== Stored entries ==
-.-.-

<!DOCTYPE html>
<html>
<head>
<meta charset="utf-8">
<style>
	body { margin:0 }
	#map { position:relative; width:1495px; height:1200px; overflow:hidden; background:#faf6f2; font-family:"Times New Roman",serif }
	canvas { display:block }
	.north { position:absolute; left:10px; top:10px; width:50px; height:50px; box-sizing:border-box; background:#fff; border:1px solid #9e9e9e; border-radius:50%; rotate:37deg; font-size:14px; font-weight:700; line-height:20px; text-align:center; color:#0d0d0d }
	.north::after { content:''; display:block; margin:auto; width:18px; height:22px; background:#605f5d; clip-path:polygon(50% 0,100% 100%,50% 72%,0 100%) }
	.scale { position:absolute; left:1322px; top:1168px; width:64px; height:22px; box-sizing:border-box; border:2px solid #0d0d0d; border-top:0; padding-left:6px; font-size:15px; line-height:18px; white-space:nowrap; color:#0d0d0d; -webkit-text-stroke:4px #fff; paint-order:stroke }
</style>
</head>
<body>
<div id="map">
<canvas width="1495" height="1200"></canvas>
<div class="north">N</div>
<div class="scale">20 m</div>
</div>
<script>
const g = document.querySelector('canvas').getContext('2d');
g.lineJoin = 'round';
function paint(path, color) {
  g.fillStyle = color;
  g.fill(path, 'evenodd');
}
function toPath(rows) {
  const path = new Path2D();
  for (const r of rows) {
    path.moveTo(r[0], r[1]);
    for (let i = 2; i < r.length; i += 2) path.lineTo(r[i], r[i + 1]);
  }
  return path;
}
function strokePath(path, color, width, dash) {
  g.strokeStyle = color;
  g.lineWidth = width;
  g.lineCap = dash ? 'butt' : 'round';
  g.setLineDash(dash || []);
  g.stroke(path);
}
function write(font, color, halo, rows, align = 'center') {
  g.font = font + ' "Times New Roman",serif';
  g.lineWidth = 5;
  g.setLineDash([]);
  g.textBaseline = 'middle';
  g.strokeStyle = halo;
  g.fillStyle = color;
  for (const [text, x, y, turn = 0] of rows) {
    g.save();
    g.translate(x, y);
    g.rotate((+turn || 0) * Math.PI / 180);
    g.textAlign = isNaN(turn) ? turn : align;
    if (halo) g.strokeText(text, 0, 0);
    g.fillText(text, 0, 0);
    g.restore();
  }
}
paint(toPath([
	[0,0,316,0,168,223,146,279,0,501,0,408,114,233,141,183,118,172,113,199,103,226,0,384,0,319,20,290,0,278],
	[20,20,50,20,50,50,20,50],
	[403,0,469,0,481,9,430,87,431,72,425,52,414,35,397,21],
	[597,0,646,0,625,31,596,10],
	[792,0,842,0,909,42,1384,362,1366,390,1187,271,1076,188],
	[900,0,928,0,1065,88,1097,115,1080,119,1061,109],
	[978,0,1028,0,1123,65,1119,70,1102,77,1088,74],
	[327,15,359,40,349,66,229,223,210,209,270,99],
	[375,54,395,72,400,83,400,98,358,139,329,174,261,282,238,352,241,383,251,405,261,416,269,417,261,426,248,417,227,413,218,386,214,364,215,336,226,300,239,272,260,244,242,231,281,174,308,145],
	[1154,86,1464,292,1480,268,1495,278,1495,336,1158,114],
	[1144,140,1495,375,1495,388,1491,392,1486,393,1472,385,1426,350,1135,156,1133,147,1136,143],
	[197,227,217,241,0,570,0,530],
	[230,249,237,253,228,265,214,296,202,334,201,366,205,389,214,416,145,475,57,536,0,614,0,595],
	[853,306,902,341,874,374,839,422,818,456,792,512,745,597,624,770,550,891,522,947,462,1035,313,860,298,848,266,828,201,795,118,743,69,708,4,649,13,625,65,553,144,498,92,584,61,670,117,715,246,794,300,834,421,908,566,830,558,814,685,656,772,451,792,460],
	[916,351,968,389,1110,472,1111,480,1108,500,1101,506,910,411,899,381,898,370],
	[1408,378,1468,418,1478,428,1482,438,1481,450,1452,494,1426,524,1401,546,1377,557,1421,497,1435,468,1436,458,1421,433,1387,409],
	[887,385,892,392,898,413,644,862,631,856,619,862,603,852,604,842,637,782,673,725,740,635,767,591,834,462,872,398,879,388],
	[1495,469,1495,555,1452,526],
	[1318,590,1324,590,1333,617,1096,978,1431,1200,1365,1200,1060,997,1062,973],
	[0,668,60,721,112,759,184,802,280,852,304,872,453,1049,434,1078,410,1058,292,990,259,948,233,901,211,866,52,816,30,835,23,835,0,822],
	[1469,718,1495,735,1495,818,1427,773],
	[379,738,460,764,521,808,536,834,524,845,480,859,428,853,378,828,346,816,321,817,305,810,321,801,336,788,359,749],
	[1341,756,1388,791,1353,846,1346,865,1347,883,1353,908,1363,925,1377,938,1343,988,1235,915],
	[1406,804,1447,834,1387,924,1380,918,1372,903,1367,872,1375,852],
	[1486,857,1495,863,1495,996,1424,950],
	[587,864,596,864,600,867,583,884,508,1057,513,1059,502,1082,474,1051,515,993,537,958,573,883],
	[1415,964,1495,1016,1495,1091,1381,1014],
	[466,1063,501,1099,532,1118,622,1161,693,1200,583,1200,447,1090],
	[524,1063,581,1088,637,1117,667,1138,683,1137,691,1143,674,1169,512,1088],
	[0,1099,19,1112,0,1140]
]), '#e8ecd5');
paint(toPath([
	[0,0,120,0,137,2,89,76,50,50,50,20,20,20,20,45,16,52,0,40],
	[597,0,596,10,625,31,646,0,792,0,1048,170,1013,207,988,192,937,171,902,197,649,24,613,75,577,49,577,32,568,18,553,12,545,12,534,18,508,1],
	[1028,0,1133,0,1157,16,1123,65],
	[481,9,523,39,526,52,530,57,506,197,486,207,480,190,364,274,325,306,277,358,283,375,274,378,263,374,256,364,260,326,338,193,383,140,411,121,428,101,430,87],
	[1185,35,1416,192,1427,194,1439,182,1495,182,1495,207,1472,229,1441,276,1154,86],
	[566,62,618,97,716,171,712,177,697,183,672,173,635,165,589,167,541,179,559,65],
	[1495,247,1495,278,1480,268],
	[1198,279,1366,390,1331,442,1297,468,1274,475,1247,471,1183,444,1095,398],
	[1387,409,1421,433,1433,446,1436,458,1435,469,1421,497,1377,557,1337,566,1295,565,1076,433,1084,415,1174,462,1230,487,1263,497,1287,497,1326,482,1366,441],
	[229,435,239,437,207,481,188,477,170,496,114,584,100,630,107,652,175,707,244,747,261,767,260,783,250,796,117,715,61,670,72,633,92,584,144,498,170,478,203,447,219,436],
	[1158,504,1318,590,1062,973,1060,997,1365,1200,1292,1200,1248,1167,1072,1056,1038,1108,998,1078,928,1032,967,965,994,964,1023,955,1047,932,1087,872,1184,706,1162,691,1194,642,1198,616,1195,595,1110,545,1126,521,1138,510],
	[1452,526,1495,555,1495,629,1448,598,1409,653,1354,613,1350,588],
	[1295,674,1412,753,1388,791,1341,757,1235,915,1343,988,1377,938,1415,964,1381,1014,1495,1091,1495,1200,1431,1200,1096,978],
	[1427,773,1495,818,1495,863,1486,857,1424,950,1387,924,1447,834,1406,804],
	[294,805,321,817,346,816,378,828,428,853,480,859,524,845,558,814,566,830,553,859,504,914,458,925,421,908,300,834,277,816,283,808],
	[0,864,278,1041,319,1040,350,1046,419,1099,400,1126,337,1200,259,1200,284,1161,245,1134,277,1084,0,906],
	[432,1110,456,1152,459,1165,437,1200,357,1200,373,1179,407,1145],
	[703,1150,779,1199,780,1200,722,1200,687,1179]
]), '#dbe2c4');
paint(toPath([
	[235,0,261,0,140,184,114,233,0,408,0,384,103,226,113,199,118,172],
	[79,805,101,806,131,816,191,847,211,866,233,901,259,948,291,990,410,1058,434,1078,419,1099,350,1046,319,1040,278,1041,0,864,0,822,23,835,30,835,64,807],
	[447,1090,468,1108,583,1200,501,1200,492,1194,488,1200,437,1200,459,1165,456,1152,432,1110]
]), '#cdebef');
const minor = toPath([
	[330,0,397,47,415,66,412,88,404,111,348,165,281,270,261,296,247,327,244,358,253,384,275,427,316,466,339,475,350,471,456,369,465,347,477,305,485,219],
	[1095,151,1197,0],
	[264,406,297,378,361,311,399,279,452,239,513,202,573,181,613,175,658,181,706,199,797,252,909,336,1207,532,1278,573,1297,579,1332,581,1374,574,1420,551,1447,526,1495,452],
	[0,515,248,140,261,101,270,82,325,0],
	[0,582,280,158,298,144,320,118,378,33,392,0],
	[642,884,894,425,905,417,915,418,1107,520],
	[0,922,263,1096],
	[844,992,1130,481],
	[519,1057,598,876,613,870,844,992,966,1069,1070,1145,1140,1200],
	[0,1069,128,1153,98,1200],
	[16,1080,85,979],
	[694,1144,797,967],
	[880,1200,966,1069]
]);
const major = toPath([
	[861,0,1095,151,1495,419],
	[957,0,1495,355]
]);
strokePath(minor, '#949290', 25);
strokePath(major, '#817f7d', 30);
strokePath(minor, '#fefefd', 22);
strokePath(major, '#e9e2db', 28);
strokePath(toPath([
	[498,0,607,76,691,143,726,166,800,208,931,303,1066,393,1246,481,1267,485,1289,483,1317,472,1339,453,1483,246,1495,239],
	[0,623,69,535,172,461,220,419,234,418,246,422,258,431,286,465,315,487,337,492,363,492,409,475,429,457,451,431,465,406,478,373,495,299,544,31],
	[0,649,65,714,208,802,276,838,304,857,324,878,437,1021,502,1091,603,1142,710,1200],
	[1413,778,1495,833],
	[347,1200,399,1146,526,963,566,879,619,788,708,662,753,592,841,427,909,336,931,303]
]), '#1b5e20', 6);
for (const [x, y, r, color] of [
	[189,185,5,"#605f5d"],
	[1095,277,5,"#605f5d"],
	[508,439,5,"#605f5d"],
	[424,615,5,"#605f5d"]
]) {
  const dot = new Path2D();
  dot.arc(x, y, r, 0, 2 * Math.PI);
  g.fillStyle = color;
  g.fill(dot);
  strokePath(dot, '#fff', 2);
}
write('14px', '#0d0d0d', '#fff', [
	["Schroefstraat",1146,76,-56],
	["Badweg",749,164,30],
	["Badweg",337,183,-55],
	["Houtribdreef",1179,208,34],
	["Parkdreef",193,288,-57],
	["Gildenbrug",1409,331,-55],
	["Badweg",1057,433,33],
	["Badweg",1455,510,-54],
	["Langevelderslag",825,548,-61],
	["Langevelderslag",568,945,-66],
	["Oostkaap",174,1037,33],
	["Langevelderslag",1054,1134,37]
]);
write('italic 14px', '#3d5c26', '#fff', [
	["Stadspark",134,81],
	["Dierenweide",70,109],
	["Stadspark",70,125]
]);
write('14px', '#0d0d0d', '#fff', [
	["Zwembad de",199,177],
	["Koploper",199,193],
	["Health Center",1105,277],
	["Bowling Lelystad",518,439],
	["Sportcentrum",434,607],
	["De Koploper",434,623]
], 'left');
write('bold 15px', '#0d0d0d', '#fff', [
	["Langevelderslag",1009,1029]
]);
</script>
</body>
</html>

-.-.-

== Your assignment ==
Check each line of the records for the string "halo" and copy those that have it.

== Answer box ==
function write(font, color, halo, rows, align = 'center') {
  g.strokeStyle = halo;
    if (halo) g.strokeText(text, 0, 0);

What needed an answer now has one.